NEUTRAL SPINE MARCHES: To make this movement more challenging, leave your spine in its neutral position. You can find neutral by putting your fingers on your pubic bone and the heels of your hands on your hips. Rock your hips back and forth until your pubic bone and hips are in the same plane and your hands are parallel to the ground. You should be able to just fit your hand between your low back and the floor. Perform the exercise as directed above.
Bridge with Marches
Start by lying on your back with your knees bent and your feet flat on the floor. Using your abs to maintain a neutral spine, engage your glutes and hamstrings to drive your hips off the floor. Without letting your hips rock, raise one foot a few inches off the floor. Bring your foot back to the ground and switch sides. As you move, keep your hips as still as possible. Placing your hands gently on your hip bones will allow you to feel if your hips shift during this movement.
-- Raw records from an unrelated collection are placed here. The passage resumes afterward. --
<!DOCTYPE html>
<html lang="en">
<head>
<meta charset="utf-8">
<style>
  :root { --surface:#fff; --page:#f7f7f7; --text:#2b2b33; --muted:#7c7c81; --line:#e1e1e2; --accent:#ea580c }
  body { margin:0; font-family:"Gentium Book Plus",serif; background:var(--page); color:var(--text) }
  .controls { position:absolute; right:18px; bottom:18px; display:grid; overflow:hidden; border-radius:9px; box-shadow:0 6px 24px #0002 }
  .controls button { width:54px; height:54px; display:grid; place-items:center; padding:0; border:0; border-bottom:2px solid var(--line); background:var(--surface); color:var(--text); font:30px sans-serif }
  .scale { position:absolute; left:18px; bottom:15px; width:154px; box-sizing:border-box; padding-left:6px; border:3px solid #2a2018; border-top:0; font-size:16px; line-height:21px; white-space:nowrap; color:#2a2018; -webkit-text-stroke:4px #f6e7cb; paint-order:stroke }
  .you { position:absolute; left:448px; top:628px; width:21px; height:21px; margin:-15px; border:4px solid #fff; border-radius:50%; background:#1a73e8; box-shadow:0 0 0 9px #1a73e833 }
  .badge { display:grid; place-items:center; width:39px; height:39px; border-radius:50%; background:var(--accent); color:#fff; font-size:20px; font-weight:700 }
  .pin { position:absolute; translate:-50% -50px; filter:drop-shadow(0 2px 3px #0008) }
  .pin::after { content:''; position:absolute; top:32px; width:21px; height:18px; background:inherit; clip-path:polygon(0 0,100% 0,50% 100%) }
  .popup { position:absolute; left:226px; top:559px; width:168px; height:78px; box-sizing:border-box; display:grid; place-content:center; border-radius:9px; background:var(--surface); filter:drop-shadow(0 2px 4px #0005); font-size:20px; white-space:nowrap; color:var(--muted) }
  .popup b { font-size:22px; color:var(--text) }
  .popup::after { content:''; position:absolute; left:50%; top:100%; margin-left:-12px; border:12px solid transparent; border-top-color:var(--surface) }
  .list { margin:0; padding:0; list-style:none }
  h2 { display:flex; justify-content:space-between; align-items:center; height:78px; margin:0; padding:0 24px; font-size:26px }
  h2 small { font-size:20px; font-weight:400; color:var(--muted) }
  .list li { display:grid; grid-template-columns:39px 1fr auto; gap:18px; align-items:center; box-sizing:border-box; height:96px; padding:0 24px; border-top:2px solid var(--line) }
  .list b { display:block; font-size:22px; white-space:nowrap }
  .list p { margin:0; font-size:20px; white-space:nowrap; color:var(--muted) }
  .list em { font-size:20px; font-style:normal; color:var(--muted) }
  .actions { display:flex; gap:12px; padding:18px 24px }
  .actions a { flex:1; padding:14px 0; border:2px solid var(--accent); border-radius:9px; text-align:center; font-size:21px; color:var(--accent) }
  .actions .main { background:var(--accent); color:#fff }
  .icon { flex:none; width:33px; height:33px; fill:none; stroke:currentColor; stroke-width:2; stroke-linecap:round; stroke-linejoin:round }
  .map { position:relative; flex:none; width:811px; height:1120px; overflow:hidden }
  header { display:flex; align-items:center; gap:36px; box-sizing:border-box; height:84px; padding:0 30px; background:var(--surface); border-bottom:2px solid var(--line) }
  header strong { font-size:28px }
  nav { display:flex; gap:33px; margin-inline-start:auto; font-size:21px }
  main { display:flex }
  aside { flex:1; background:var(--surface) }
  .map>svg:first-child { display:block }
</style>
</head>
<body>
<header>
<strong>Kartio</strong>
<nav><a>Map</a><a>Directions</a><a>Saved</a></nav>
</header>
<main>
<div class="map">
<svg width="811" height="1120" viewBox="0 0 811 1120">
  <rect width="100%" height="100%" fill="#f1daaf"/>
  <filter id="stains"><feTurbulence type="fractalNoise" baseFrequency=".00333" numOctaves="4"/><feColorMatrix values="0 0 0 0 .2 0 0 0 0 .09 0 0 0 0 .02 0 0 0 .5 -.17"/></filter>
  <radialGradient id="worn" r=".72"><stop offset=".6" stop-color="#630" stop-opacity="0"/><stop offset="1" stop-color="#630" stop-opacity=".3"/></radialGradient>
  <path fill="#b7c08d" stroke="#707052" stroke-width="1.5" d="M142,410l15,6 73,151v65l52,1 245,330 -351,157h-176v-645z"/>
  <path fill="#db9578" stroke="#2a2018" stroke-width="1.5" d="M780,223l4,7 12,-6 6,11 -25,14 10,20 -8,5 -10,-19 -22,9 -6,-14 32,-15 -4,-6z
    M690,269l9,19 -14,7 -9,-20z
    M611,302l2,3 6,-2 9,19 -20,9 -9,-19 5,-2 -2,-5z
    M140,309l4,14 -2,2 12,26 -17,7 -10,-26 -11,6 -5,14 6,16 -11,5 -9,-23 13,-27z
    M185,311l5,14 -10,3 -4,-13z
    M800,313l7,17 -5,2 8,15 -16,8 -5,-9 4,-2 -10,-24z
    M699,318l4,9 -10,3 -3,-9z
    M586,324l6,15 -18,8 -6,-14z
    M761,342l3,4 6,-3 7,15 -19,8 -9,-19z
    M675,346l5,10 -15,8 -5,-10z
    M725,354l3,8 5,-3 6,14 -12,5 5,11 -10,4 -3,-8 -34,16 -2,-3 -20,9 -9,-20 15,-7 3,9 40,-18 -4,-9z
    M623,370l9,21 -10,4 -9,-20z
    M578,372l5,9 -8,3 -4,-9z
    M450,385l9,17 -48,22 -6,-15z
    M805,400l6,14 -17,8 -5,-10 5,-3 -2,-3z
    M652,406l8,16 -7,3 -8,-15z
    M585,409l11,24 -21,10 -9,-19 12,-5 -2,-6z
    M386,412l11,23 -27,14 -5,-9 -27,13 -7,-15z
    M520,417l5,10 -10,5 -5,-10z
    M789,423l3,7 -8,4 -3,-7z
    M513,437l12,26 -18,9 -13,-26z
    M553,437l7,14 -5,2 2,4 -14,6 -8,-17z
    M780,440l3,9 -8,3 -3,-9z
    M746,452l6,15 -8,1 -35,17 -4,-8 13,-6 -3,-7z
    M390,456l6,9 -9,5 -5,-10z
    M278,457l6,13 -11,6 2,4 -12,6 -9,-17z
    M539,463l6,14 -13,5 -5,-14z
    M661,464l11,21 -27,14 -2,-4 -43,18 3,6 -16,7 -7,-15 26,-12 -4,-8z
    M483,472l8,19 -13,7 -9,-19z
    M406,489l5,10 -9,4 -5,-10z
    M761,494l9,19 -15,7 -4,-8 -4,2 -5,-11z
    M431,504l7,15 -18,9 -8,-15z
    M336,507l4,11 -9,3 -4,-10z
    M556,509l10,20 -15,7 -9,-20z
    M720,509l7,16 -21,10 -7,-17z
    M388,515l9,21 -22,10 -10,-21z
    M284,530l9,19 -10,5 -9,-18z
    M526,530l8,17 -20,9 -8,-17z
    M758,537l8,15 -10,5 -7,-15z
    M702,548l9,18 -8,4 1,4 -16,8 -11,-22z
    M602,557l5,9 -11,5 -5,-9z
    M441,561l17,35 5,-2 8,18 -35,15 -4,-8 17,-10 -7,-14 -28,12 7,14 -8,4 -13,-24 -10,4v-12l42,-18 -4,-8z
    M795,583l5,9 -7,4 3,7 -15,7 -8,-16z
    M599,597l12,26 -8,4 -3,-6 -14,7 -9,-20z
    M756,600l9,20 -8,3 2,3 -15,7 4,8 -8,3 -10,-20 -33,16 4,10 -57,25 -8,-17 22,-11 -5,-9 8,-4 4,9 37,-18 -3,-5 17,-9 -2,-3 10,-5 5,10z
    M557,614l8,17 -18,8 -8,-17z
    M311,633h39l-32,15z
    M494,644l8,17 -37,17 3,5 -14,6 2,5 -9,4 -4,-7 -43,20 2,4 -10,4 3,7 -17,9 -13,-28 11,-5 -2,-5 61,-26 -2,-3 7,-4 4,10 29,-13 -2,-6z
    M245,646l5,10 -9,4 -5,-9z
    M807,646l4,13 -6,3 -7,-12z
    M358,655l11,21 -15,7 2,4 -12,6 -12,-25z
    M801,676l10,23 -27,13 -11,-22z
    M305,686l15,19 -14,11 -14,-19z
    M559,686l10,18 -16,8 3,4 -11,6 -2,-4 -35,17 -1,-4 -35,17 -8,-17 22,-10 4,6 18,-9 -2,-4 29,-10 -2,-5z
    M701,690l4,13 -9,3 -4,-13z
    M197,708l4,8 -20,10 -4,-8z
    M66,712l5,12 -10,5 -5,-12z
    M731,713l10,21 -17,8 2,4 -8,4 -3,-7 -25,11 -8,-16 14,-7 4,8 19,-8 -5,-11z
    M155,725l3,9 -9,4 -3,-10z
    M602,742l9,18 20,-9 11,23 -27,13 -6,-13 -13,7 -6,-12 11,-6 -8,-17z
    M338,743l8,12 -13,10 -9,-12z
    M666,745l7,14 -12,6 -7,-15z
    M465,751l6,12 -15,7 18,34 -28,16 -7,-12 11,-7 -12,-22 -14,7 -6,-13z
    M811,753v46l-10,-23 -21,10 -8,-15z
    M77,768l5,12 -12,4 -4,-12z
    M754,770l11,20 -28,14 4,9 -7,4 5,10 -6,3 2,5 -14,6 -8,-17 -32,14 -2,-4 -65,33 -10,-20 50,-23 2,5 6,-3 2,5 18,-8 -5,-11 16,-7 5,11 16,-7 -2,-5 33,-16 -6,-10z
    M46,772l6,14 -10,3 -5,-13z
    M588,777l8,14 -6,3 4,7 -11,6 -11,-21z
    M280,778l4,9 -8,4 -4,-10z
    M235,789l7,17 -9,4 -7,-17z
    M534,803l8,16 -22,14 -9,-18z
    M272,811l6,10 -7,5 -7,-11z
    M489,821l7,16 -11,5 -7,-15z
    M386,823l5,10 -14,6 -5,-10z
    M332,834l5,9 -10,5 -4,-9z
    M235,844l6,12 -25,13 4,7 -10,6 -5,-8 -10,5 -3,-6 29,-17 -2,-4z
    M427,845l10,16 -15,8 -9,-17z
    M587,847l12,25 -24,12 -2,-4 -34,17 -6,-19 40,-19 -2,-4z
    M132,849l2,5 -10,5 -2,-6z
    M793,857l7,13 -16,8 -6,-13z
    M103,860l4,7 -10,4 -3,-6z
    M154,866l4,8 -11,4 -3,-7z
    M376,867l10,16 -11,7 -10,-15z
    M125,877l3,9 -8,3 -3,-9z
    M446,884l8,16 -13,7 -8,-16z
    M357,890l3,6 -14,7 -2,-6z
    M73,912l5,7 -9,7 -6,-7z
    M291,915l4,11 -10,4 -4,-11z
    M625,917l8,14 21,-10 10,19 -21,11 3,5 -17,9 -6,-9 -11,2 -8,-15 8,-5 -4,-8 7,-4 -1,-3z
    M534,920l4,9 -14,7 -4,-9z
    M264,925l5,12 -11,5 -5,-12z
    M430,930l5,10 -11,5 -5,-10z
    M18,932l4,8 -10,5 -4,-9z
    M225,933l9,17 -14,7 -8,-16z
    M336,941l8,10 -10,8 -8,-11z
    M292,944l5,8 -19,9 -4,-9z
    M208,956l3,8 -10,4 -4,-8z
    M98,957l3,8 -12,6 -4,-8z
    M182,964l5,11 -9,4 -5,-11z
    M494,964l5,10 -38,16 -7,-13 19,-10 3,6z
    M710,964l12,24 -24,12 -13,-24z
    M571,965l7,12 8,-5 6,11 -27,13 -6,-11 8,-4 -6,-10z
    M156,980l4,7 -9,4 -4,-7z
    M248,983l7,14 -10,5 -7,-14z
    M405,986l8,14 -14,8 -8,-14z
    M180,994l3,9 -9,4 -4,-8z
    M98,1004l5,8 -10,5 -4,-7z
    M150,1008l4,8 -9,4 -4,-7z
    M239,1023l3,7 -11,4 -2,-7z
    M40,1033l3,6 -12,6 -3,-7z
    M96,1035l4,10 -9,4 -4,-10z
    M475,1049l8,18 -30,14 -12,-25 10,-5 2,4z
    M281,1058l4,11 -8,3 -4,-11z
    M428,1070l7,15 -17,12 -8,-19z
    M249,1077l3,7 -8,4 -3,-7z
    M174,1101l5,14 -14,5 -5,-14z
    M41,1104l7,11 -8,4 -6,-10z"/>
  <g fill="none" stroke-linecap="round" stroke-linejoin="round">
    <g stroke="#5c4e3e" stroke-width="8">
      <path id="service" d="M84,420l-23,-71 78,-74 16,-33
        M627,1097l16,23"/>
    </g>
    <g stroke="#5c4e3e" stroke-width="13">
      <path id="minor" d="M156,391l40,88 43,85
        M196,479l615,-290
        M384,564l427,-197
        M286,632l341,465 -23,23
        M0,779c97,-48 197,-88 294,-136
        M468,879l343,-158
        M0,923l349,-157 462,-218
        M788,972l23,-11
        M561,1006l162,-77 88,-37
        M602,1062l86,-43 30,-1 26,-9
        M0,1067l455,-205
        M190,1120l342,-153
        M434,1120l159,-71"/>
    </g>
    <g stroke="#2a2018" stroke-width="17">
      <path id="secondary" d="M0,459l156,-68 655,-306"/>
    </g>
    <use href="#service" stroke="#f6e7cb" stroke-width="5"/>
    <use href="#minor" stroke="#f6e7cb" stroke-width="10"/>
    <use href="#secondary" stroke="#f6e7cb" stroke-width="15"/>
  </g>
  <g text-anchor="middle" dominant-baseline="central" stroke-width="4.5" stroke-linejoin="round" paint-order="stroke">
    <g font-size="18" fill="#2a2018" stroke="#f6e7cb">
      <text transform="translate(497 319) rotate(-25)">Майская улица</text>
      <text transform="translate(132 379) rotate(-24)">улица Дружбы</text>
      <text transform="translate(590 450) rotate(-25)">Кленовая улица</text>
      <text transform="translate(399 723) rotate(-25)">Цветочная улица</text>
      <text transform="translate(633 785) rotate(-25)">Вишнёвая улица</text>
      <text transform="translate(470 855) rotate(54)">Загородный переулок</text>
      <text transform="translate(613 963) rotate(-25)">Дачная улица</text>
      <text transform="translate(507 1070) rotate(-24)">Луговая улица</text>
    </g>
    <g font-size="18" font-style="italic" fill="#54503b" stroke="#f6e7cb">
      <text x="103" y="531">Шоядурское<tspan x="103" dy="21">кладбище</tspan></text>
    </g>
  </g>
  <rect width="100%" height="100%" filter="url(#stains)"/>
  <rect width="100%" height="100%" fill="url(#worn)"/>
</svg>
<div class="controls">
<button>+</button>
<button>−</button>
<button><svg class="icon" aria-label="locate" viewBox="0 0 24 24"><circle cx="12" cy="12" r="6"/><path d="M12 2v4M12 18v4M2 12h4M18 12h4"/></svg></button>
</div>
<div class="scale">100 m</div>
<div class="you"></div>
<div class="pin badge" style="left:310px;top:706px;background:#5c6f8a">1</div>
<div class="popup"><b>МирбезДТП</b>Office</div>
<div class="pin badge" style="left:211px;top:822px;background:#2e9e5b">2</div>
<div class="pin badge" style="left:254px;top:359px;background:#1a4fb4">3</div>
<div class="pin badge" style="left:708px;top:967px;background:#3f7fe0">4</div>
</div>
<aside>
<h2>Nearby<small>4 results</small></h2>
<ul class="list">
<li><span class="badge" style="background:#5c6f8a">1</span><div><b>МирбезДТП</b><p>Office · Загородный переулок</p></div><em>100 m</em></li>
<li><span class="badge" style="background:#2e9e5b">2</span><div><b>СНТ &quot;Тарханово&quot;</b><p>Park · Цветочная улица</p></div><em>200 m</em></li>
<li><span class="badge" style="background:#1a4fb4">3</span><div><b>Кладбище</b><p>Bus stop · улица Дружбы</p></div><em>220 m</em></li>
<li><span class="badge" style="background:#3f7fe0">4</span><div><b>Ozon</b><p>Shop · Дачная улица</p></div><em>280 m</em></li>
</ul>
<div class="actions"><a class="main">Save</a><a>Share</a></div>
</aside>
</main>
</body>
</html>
Get onto your hands and knees with your hands under your shoulders and your knees under your hips. Without letting your hips shift, simultaneously reach one arm out past your ear and the opposite leg out straight from the hip. Return to the start position before switching sides.
Lie on your back with your arms reaching to the ceiling above your shoulders and your legs off the floor, knees bent at a 90 degree angle above your hips. Breathe out as you reach one arm to the wall beyond your head and press the opposite heel toward the opposite wall. Breathe in as you return to the starting position. Switch sides. Use your breathing to create tension in your core. Keep tension throughout your body by keeping your fingers splayed and your feet flexed. You want to feel your abs, rather than your hip flexors.
This is the third installment in a series about preventing low back pain. The first article was all about creating core stability through planks. The second article described how to prevent low back pain if you sit all day.